In December, Moscow’s JART Gallery opened a large exhibition of the whimsical work of Evgeniya Dudnikova, a 25-year-old artist from the town of Ramenskoye, not far from Moscow. The exhibition "Nomads," curated by Alexei Korsi, is Dudnikova’s first.
The show includes works in several media: prints, paintings, ceramics, sculpture, and wall-hangings made of organic plastics and oil paint. They are loosely united by themes of wandering, Jungian imagery, and surreal spaces.
The works on the first floor are, as Dudnikova told The Moscow Times, “a series about a parallel world where we can fall from our reality through several portals. It’s an analog of the world we all have in our head." She uses archetypes and images from dreams in her work, “forms that repeat themselves all the time… if you observe them for a long time, you can find some pattern, that is, the meaning they have in our lives,” she said. Horses, birds, ethereal women, angels, flames, flowers, and emblems of nature populate the art on the first floor.

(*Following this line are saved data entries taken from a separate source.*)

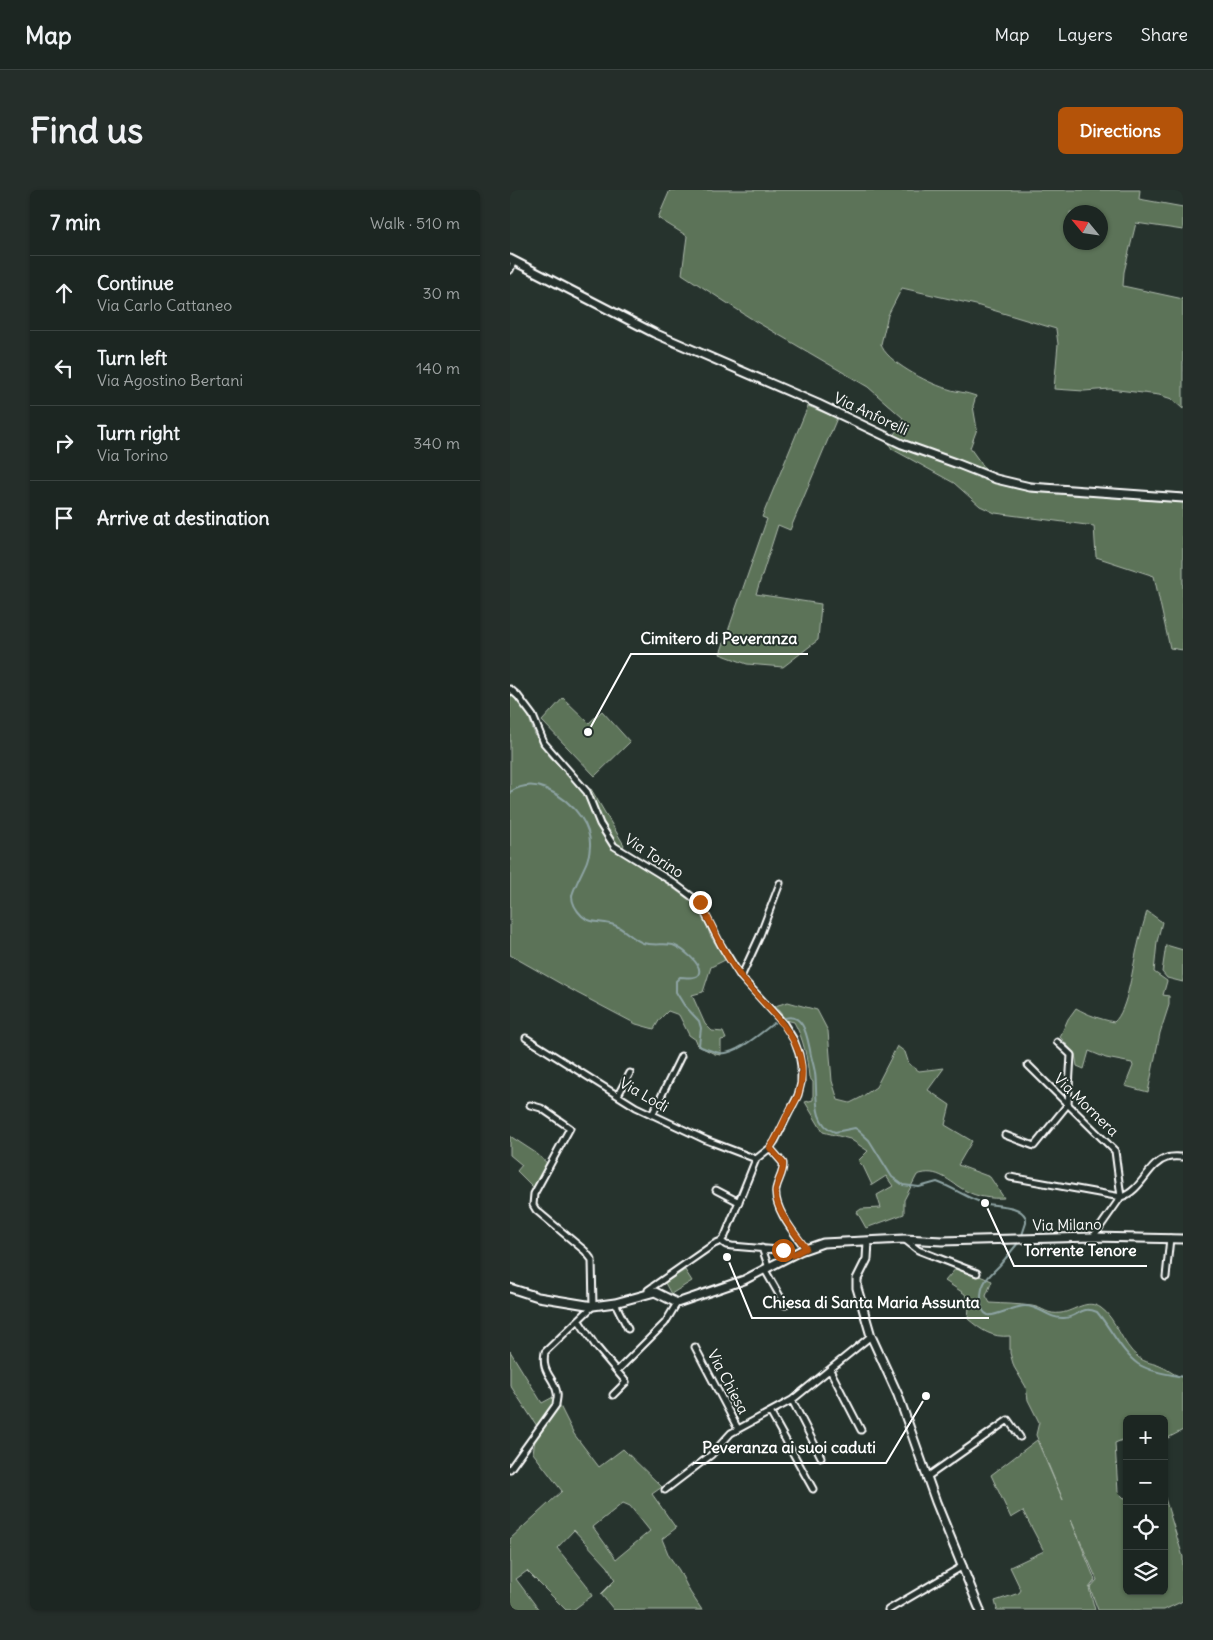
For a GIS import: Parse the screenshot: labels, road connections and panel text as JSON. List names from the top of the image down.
{
  "streets": {
    "street": [
      "Via Anforelli",
      "Via Torino",
      "Via Lodi",
      "Via Mornera",
      "Via Milano",
      "Via Chiesa"
    ]
  },
  "places": [
    "Cimitero di Peveranza",
    "Torrente Tenore",
    "Chiesa di Santa Maria Assunta",
    "Peveranza ai suoi caduti"
  ],
  "north": "top left",
  "page": {
    "header": "Map",
    "nav": ["Map", "Layers", "Share"],
    "buttons": "Directions",
    "title": "Find us",
    "heading": ["7 min", "Walk · 510 m"],
    "list": [
      ["Continue", "Via Carlo Cattaneo", "30 m"],
      ["Turn left", "Via Agostino Bertani", "140 m"],
      ["Turn right", "Via Torino", "340 m"],
      "Arrive at destination"
    ],
    "map_buttons": ["+", "−"]
  }
}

The paintings on the second floor depict scenes closer to reality: friends gather outside wrapped in blankets in early autumn, a golfer clubs high, a woman walks away from a tennis court where a player stands firmly, with feet apart, behind the net.
“But in every work, an element of some glitch of reality is present. For example, the double shadow of a person, or golf balls that have formed a constellation, or other elements that suggest that there is a passage to a second world,” Dudnikova said.

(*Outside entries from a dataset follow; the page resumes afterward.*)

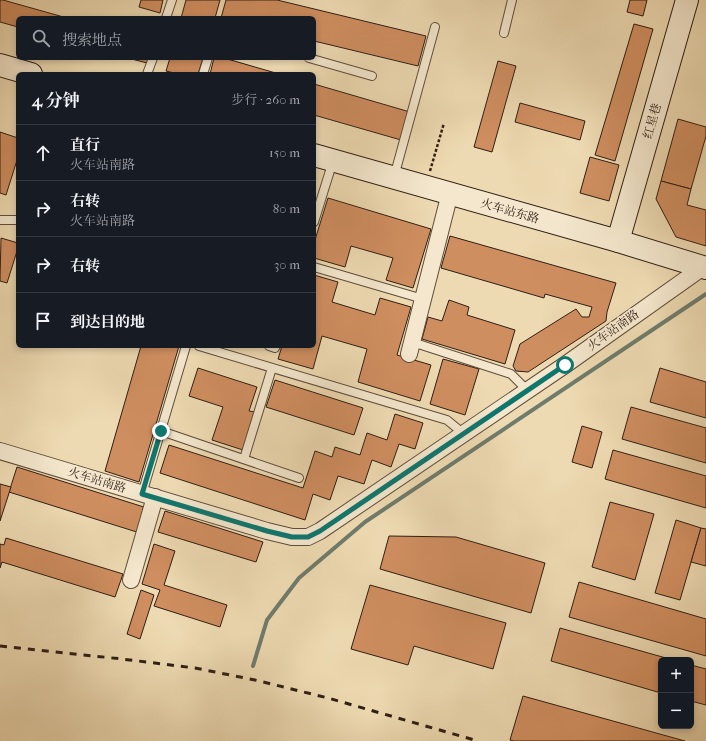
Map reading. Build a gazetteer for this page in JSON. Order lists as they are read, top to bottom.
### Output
{
  "streets": {
    "main road": ["红星巷", "火车站东路"],
    "street": ["火车站南路"]
  },
  "crossings": [
    ["红星巷", "火车站东路"],
    ["火车站东路", "火车站南路"]
  ],
  "page": {
    "search": "搜索地点",
    "heading": ["4 分钟", "步行 · 260 m"],
    "list": [
      ["直行", "火车站南路", "150 m"],
      ["右转", "火车站南路", "80 m"],
      ["右转", "30 m"],
      "到达目的地"
    ],
    "map_buttons": ["+", "−"]
  }
}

The high ceilings and open space of the exhibition halls give a sense of expansion key to some of the artist’s works, which adopt themes from diverse cultures – Russian, American, African, Japanese, and others. In “Home,” characters gather in a southwestern American desert, prepared to sip tea from China cups and traditional Russian glass and metal tea-holders.
“I really love the idea of culture fusing everything together. Why are there values from a different culture in each work? Because in this world, it doesn’t matter,” Dudnikova said.
Visitors at the opening mingled on both floors of the open space, some wielding smartphones, others throwing sharp gazes across the works, and many casually dressed. Most were young and rather hip. Attendees gathered around Dudnikova as she explained her inspirations.
Responding to Dudnikova’s works, visitor Nikita Podelin told the Moscow Times that the first floor of the exhibition “strikes you in the eye, strongly.”
“I would say it’s very childlike, very naïve, colorful, but first of all it’s some kind of fantasy, some kind of fairy tale,” he said.
Anna Lapshinova, a visitor who first found Dudnikova on Instagram, told The Moscow Times that she saw in them a “world of magic, maybe of some child’s imagination, children’s dreams.”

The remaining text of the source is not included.